A pretty and attentive girl speaks up and tells me:

–I studied at the National Autonomous University of Mexico, at the Aragón Faculty of Higher Studies, and I am responsible for the reporters in Oaxaca. Domingo invited me to visit a community and I met several. They are professional women, others are housewives and some are lawyers, even stylists, students who want to be reporters.

“The girls in these communities want to learn how to do journalism, how to make videos, how to write, what to ask. They are in this process because we already went to visit them and saw the place where we can train them. Afterwards, they want to teach other women who live in the community so that they become stronger and can reach other communities. We have already started to build a very large network of women, all determined to learn. There are many, many.

“We want women to learn to accommodate information and make it known throughout the country. We want to start in Oaxaca so that it spreads on a national scale. Now the enthusiasm of the women is very important, because before they felt very sad, and now they have changed and there are many who want to make known what their localities do: healers with plants, midwives and women who want to talk about caring for the environment. , even in very distant communities, six or eight hours from the capital, but that have radio and television, and with one click they are updated. Everyone can be reporters. There are girls who study law and want to help; They have already started a decalogue, a list of steps on how to file a complaint and they will now be able to teach them how to go to a prosecutor’s office, how to take evidence of things, because then they arrive and face questions like: ‘where do they have evidence?’, and well they don’t have them. So, this is the process to support them, to teach others so that they can have their rights, that they are not violated and that they feel safe in their communities.”

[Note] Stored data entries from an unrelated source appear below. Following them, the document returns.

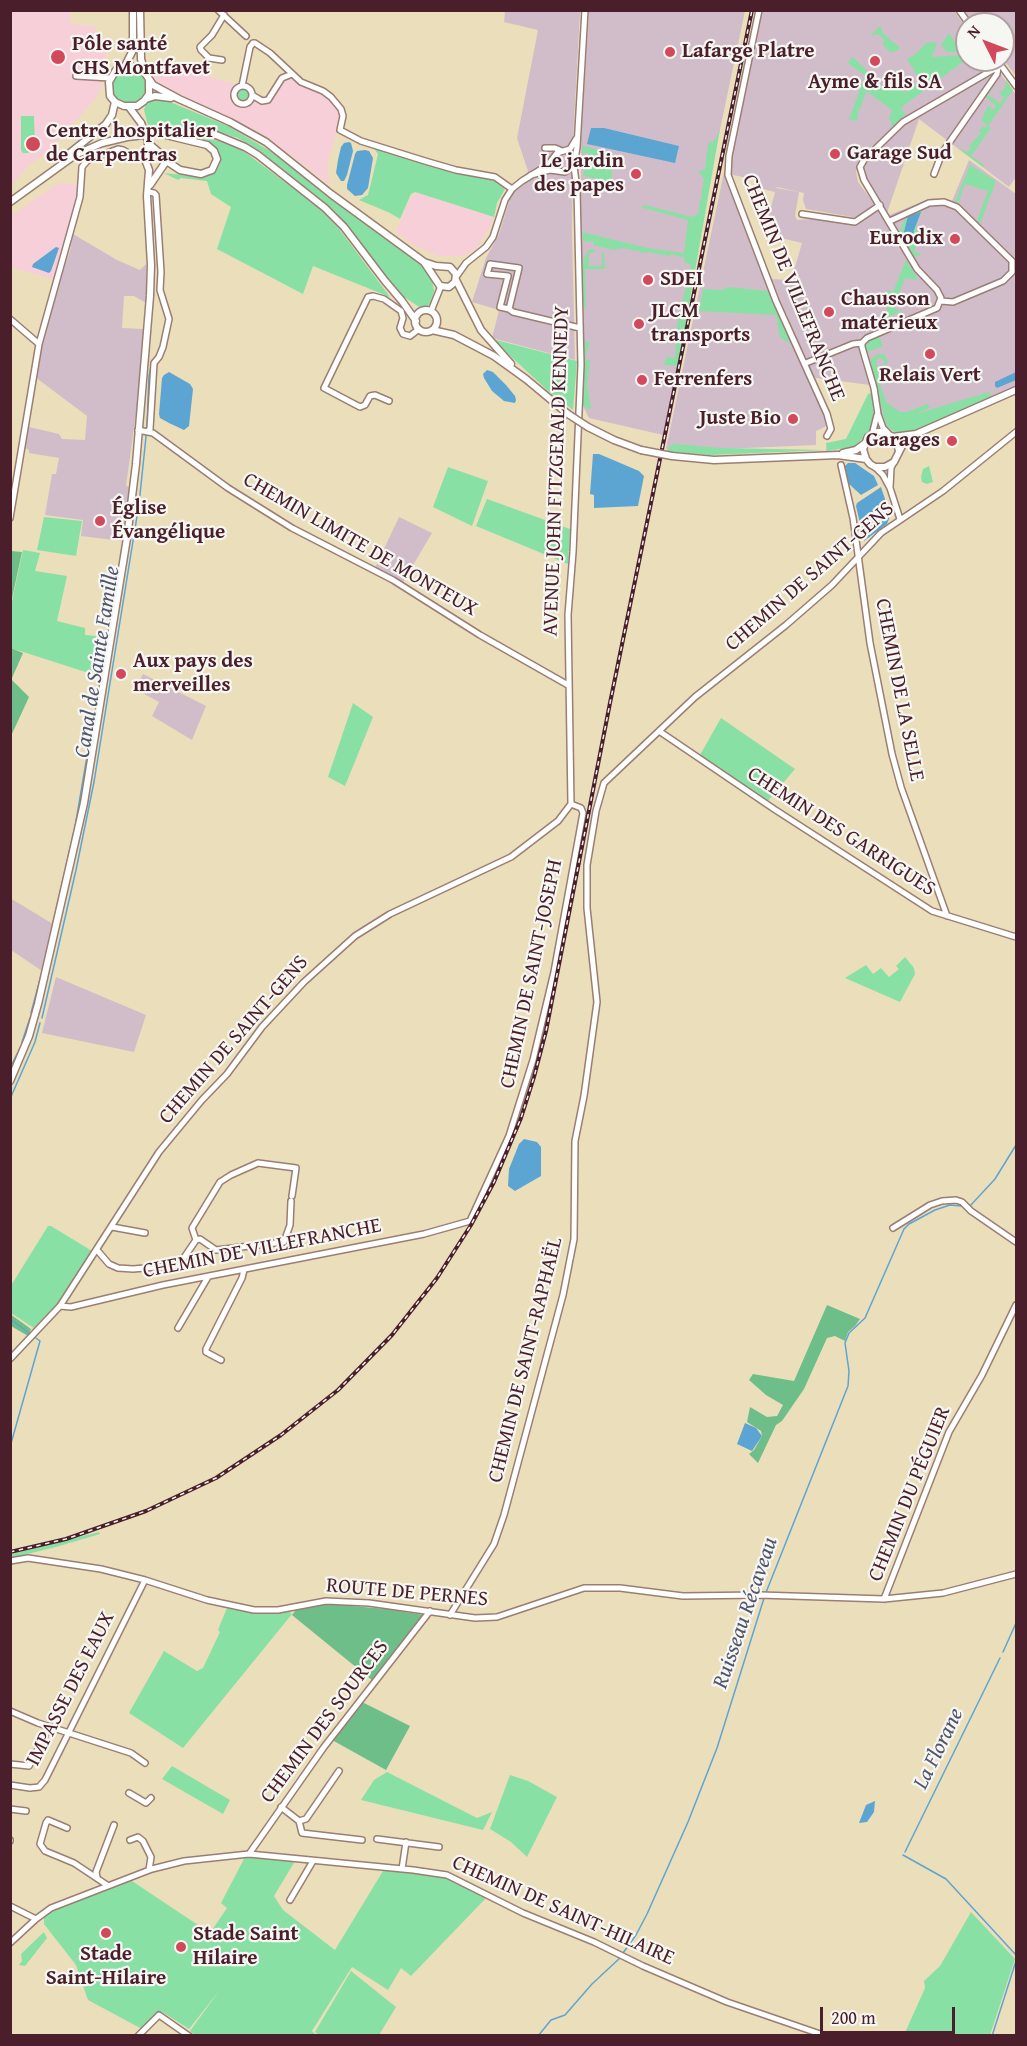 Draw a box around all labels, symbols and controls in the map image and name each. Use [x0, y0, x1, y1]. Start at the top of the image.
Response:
north arrow [955, 12, 1015, 72]
text: N [961, 19, 986, 43]
place label: Pôle santé CHS Montfavet [72, 32, 210, 82]
place label: Lafarge Platre [682, 39, 815, 65]
marker: Lafarge Platre [663, 45, 677, 59]
marker: Pôle santé CHS Montfavet [49, 48, 67, 66]
marker: Ayme & fils SA [868, 54, 882, 68]
place label: Ayme & fils SA [808, 70, 942, 96]
place label: Centre hospitalier de Carpentras [46, 119, 216, 169]
marker: Centre hospitalier de Carpentras [24, 135, 42, 153]
place label: Garage Sud [847, 141, 952, 167]
marker: Garage Sud [828, 147, 842, 161]
place label: Le jardin des papes [534, 149, 624, 199]
marker: Le jardin des papes [629, 167, 643, 181]
street label: CHEMIN DE VILLEFRANCHE [736, 171, 850, 405]
place label: Eurodix [870, 226, 943, 252]
marker: Eurodix [948, 232, 962, 246]
place label: SDEI [660, 267, 703, 293]
marker: SDEI [641, 273, 655, 287]
place label: Chausson matérieux [841, 287, 938, 337]
place label: JLCM transports [651, 299, 750, 349]
street label: AVENUE JOHN FITZGERALD KENNEDY [539, 305, 575, 637]
marker: Chausson matérieux [822, 305, 836, 319]
marker: JLCM transports [632, 317, 646, 331]
marker: Relais Vert [923, 347, 937, 361]
place label: Relais Vert [879, 363, 981, 389]
place label: Ferrenfers [654, 367, 752, 393]
marker: Ferrenfers [635, 373, 649, 387]
place label: Juste Bio [699, 406, 781, 432]
marker: Juste Bio [786, 412, 800, 426]
place label: Garages [866, 428, 940, 454]
marker: Garages [945, 434, 959, 448]
street label: CHEMIN LIMITE DE MONTEUX [238, 468, 482, 622]
place label: Église Évangélique [112, 496, 225, 546]
street label: CHEMIN DE SAINT-GENS [721, 497, 899, 657]
marker: Église Évangélique [93, 514, 107, 528]
water label: Canal de Sainte Famille [70, 564, 126, 760]
street label: CHEMIN DE LA SELLE [869, 597, 929, 783]
place label: Aux pays des merveilles [133, 649, 253, 699]
marker: Aux pays des merveilles [114, 667, 128, 681]
street label: CHEMIN DES GARRIGUES [742, 762, 940, 902]
street label: CHEMIN DE SAINT-JOSEPH [495, 857, 569, 1091]
street label: CHEMIN DE SAINT-GENS [154, 951, 314, 1129]
street label: CHEMIN DE VILLEFRANCHE [141, 1214, 383, 1284]
street label: CHEMIN DE SAINT-RAPHAËL [483, 1235, 569, 1485]
street label: CHEMIN DU PÉGUIER [863, 1403, 957, 1585]
water label: Ruisseau Récaveau [708, 1534, 784, 1692]
street label: ROUTE DE PERNES [325, 1573, 489, 1613]
street label: IMPASSE DES EAUX [21, 1608, 121, 1770]
street label: CHEMIN DES SOURCES [256, 1636, 394, 1808]
water label: La Florane [908, 1704, 970, 1794]
street label: CHEMIN DE SAINT-HILAIRE [448, 1851, 678, 1971]
place label: Stade Saint Hilaire [193, 1922, 298, 1972]
marker: Stade Saint-Hilaire [99, 1926, 113, 1940]
marker: Stade Saint Hilaire [174, 1940, 188, 1954]
place label: Stade Saint-Hilaire [46, 1942, 166, 1992]
scale bar [823, 1995, 958, 2033]
text: 200 m [831, 2004, 876, 2031]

–You women are going to be like a very large network of journalism or information that is published in different newspapers, like an agency.

–Yes, information. Of course, what is also intended is that the material they use can be distributed in other newspapers or on an international scale, that it be made known in those spaces and that they make themselves known, because it is very important to give them a voice and name, and that publish it, I don’t know, New York Times oo a newspaper from Spain.

They are women from indigenous communities who are going to make known everything they have in their towns. So, there will be reporters from other newspapers who ask about these communities, and you can give them that material by giving credit to them, always respecting their authorship, that they took the material, wrote it, took their video, their photos. It is an agency of indigenous community reporters.